End of WatchRéalisé par David Ayer
Avec Jake Gyllenhaal, Michael Peña, America Ferrera

Synopsis : Chaque jour, Brian Taylor et Mike Zavala, jeunes officiers de police, patrouillent dans les rues les plus dangereuses de Los Angeles. À travers les images filmées sur le vif, on découvre leur quotidien sous un angle jamais vu. Du danger partagé qui forge la fraternité à la peur et aux montées d’adrénaline, c’est une fascinante plongée au cœur de leur vie et d’un quartier, une histoire puissante sur l’amitié, la famille, l’honneur et le courage.

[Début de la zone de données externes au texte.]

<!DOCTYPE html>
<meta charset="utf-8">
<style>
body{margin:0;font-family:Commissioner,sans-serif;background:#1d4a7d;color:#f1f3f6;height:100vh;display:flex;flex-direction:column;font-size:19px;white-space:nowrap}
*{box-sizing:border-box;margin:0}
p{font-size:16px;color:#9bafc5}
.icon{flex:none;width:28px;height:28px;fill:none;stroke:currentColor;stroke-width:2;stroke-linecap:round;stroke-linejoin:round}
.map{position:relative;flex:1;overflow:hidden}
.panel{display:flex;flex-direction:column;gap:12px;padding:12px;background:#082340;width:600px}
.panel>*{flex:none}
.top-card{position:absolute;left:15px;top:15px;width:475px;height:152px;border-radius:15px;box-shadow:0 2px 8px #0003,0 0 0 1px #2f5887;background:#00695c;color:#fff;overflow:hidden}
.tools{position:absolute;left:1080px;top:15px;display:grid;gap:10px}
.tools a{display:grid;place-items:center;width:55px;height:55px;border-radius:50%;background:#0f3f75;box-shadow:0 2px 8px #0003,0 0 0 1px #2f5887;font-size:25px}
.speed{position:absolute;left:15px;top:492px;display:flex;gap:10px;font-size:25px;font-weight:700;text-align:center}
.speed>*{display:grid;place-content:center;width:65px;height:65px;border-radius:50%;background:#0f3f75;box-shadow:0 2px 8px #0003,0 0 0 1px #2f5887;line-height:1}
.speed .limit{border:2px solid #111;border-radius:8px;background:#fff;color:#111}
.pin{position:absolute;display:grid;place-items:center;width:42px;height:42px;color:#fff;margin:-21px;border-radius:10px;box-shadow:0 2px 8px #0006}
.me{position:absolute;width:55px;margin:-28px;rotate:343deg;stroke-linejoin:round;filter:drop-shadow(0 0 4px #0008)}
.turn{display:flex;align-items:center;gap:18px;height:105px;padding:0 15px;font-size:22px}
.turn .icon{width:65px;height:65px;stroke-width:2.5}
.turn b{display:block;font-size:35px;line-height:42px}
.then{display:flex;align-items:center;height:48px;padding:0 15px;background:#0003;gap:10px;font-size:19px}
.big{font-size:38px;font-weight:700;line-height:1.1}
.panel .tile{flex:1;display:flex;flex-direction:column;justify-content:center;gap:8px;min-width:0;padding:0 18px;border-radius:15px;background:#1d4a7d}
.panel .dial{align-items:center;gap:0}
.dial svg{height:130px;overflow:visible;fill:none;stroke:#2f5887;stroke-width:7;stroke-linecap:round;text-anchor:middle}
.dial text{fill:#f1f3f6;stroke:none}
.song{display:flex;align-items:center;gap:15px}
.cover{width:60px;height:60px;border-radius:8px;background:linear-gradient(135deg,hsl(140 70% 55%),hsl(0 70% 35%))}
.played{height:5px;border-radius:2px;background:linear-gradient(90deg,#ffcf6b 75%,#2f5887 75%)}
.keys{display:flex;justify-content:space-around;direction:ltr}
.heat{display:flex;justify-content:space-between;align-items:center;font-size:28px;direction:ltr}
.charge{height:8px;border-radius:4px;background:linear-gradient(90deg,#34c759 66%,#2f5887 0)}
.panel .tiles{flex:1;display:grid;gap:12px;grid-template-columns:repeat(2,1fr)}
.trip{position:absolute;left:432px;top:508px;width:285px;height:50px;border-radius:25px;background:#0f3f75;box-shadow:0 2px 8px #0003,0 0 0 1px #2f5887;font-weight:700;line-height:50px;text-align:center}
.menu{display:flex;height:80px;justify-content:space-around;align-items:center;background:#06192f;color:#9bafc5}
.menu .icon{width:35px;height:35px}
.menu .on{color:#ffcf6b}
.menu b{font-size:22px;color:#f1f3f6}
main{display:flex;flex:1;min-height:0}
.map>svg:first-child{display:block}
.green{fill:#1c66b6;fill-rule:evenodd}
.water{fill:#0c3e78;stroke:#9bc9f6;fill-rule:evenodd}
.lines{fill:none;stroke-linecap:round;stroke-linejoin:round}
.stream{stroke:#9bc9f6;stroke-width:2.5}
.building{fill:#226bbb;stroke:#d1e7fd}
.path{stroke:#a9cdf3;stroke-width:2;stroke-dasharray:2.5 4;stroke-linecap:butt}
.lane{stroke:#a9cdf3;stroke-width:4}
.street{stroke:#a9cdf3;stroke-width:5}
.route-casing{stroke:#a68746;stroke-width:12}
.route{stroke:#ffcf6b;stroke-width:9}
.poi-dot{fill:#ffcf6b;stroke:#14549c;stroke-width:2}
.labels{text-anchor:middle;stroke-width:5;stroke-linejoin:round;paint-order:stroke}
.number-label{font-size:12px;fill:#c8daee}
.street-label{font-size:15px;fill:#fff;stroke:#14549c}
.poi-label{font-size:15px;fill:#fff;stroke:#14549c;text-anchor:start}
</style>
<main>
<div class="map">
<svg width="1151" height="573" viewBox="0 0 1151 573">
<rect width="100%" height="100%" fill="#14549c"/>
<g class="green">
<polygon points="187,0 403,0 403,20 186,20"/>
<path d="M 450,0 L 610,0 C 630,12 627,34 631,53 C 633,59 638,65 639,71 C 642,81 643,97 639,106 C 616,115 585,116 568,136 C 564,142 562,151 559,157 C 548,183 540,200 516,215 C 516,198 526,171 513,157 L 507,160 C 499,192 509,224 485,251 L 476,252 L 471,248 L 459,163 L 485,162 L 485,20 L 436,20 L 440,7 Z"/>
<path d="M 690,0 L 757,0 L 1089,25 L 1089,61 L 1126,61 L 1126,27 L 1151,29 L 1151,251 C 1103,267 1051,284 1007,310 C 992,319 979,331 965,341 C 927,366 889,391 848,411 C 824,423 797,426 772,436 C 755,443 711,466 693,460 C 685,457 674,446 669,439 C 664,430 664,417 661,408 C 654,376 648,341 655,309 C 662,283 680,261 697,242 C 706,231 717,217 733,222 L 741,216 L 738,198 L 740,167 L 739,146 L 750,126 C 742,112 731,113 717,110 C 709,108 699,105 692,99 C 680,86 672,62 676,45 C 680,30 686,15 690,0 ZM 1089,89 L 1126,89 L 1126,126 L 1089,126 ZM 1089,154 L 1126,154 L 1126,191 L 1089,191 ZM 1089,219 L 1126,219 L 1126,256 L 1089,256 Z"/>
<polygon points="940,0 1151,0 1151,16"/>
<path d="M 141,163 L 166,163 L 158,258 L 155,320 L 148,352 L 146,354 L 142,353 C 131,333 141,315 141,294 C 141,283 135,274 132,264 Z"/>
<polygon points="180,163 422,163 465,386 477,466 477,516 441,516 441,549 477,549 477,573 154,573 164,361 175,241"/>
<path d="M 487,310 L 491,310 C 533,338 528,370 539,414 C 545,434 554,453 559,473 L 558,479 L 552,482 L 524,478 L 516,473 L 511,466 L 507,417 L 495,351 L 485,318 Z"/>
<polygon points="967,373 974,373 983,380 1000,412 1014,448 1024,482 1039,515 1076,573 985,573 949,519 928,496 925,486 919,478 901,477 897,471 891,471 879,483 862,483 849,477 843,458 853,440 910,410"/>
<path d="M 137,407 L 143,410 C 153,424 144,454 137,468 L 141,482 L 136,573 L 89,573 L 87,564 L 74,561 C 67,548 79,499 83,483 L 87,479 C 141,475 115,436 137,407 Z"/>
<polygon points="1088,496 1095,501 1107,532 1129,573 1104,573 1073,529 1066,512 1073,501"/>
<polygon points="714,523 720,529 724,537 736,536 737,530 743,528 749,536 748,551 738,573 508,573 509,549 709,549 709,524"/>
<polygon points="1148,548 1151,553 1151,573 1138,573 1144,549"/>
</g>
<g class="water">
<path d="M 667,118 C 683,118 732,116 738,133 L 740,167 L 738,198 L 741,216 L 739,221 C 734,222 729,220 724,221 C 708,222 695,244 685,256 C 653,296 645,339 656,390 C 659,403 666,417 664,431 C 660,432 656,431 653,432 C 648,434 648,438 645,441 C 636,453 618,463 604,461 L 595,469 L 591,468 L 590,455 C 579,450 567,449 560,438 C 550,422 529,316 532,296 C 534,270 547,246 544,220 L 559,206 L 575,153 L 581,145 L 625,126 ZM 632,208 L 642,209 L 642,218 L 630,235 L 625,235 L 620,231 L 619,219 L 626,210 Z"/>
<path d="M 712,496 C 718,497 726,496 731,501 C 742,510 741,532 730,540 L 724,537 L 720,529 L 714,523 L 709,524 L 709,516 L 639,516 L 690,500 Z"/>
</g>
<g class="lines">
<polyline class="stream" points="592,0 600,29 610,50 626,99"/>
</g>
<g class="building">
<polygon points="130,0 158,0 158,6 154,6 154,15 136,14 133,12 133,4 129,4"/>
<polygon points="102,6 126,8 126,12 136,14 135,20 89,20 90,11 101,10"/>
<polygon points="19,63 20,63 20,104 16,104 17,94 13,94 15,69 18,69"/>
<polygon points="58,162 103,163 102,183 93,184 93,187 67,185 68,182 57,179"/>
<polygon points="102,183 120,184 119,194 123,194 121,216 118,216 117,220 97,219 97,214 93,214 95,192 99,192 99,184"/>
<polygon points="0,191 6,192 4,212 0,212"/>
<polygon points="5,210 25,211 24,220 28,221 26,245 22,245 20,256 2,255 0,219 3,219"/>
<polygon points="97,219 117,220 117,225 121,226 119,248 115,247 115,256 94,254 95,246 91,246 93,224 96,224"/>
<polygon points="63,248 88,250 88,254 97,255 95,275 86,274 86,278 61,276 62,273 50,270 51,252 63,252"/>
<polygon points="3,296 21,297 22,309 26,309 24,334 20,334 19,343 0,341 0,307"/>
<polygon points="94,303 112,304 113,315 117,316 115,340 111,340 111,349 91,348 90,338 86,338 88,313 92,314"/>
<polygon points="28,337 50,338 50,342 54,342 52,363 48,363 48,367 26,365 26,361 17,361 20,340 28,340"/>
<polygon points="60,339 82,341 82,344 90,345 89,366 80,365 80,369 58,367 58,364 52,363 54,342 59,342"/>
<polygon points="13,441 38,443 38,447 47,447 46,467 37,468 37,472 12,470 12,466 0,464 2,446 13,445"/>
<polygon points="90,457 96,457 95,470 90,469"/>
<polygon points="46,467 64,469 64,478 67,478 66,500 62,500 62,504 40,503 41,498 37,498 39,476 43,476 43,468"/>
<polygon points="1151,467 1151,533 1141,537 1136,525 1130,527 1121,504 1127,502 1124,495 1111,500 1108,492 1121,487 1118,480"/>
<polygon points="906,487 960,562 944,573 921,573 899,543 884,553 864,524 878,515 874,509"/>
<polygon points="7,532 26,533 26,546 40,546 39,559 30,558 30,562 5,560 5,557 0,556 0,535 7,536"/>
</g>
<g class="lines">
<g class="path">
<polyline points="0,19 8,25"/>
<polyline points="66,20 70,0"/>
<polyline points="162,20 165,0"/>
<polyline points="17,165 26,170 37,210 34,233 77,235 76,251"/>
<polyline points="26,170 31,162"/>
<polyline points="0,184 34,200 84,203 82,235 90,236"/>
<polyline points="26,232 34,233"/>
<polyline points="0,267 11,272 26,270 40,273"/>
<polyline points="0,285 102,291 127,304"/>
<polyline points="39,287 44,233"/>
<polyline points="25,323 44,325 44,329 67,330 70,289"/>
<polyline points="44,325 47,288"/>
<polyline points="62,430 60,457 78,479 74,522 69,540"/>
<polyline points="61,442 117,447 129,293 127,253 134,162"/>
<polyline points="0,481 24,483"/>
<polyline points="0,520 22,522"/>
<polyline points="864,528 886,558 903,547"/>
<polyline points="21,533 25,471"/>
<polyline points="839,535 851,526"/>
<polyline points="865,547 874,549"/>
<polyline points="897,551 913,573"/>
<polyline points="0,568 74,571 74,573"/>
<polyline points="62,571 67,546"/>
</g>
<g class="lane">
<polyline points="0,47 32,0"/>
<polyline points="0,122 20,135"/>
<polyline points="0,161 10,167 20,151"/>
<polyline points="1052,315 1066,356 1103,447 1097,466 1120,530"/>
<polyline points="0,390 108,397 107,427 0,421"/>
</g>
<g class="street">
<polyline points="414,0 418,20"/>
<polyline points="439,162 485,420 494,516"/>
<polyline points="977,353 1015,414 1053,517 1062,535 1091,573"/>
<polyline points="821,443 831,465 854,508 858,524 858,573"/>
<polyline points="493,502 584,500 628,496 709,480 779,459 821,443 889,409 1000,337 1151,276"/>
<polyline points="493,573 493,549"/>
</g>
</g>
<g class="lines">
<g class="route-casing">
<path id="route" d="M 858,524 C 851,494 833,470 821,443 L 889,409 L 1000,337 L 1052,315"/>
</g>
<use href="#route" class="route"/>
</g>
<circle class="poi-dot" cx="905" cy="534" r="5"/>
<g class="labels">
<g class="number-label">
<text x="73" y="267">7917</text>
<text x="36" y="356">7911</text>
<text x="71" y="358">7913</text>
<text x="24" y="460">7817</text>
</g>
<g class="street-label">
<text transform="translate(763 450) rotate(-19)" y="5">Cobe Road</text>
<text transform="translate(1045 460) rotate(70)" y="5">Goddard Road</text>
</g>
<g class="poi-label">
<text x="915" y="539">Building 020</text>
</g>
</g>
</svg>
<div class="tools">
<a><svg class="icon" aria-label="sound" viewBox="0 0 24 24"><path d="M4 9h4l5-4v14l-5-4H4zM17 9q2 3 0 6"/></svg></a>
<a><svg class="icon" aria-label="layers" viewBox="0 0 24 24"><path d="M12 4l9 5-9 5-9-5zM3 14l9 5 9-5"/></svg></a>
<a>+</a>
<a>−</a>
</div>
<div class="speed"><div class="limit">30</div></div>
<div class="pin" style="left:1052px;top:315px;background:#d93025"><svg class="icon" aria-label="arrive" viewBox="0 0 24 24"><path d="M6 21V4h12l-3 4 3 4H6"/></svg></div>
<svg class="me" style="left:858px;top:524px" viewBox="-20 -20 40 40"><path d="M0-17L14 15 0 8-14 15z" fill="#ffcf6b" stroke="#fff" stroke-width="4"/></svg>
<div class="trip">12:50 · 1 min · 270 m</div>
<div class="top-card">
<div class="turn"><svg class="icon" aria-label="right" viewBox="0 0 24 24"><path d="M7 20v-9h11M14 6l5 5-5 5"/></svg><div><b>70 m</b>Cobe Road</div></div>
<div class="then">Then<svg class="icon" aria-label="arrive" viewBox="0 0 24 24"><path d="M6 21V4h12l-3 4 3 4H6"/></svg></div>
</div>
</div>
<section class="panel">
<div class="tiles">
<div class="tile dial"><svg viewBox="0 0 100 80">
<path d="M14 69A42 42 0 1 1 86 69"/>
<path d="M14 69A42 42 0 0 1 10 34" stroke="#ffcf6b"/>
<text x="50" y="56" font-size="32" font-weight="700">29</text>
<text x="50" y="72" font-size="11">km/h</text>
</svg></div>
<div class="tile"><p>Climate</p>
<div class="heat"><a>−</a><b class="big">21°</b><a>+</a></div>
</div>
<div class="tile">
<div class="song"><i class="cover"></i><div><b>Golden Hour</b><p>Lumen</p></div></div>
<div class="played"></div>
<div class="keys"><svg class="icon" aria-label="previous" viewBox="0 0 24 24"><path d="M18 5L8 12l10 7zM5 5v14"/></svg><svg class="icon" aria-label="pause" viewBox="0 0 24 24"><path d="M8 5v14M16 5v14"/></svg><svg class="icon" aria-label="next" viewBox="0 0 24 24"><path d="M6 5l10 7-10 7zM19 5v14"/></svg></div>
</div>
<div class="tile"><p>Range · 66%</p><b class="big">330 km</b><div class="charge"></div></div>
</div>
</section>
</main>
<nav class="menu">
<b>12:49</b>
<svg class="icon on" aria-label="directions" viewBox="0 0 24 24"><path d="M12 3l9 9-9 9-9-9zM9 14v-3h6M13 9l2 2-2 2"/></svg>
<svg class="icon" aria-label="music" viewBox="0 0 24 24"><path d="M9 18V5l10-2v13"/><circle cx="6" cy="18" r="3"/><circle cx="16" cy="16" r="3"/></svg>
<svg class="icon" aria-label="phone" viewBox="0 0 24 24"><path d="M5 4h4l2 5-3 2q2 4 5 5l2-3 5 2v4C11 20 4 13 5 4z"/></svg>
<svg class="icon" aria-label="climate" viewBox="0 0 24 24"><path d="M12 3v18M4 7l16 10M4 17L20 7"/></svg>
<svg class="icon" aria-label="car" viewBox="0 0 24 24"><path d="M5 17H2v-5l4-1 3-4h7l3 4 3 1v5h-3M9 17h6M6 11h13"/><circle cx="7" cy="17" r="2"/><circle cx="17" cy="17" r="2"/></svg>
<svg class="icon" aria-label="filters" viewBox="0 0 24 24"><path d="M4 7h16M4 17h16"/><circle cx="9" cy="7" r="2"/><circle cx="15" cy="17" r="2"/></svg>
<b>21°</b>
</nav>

Avis : Plongée réaliste (même si un poil idéalisée) dans le quotidien d’un duo de flics du LAPD, End of Watch se regarde comme une immersion quasi documentaire au cœur des quartiers chauds de Los Angeles. On suit pas à pas Brian et Mike, deux policiers ambitieux mais consciencieux, aimant autant leur job que leur nana et nourrissant l’un pour l’autre un dévouement total. Car en plus d’être un très efficace film de flics, End of Watch se révèle aussi être un buddy movie touchant et réussi, dépourvu de cynisme et vantant l’amitié virile entre coéquipiers à base de confiance aveugle et de réciprocité. Le réalisateur parvient à très rapidement créer une empathie sincère du spectateur pour ses deux personnages, qui joue beaucoup dans la montée en tension exponentielle du film.
La qualité des dialogues, incisifs et souvent drôles, la complémentarité et la complicité épatante des remarquables Jack Gyllenhaal et Michael Peña, un script à hauteur d’homme et une peinture urbaine actuelle et juste (notamment sur l’émergence des femmes aussi bien dans la police que dans les cartels mafieux), font de End of Watch un polar sanguin, attachant et captivant à bien des égards.
Un bémol cependant. Pourquoi avoir ainsi cédé à la mode du found footage, tant ce procédé en caméra subjective apparaît ici peu pertinent ? On ne distingue plus rien dès que le porteur de la caméra s’agite et l’effet obtenu est l’inverse de celui recherché puisqu’il à tendance à nous détourner de l’intrigue. Heureusement, Ayer semble s’en rendre compte et le délaisse progressivement pour un style plus classique mais tout aussi nerveux et pour le coup bien plus efficace.
Au fil des enquêtes qui vont placer de plus en plus nettement le duo dans le collimateur de la pègre mexicaine, le film se fait plus dur, plus dense, plus électrique.
S’il démarre tranquillement (pour ne pas dire paresseusement), End of Watch opère une efficace montée en stress qui s’achève en un final aussi violent qu’inattendu.
Cette capacité à surprendre et à nous emmener là où on ne s’attend pas, à délivrer une tension et une émotion insoupçonnables aux premières images est indéniablement la principale réussite ce polar peu commun.

RENGAINE – 10/20

RengaineRéalisé par Rachid Djaïdani
Avec Slimane Dazi, Sabrina Hamida, Stephane Soo Mongo

Synopsis : Paris, aujourd’hui. Dorcy, jeune Noir chrétien, veut épouser Sabrina, une jeune Maghrébine. Cela serait si simple si Sabrina n’avait pas quarante frères et que ce mariage plein d’insouciance ne venait cristalliser un tabou encore bien ancré dans les mentalités de ces deux communautés : pas de mariage entre Noirs et Arabes. Slimane le grand frère, gardien des traditions, va s’opposer par tous les moyens à cette union…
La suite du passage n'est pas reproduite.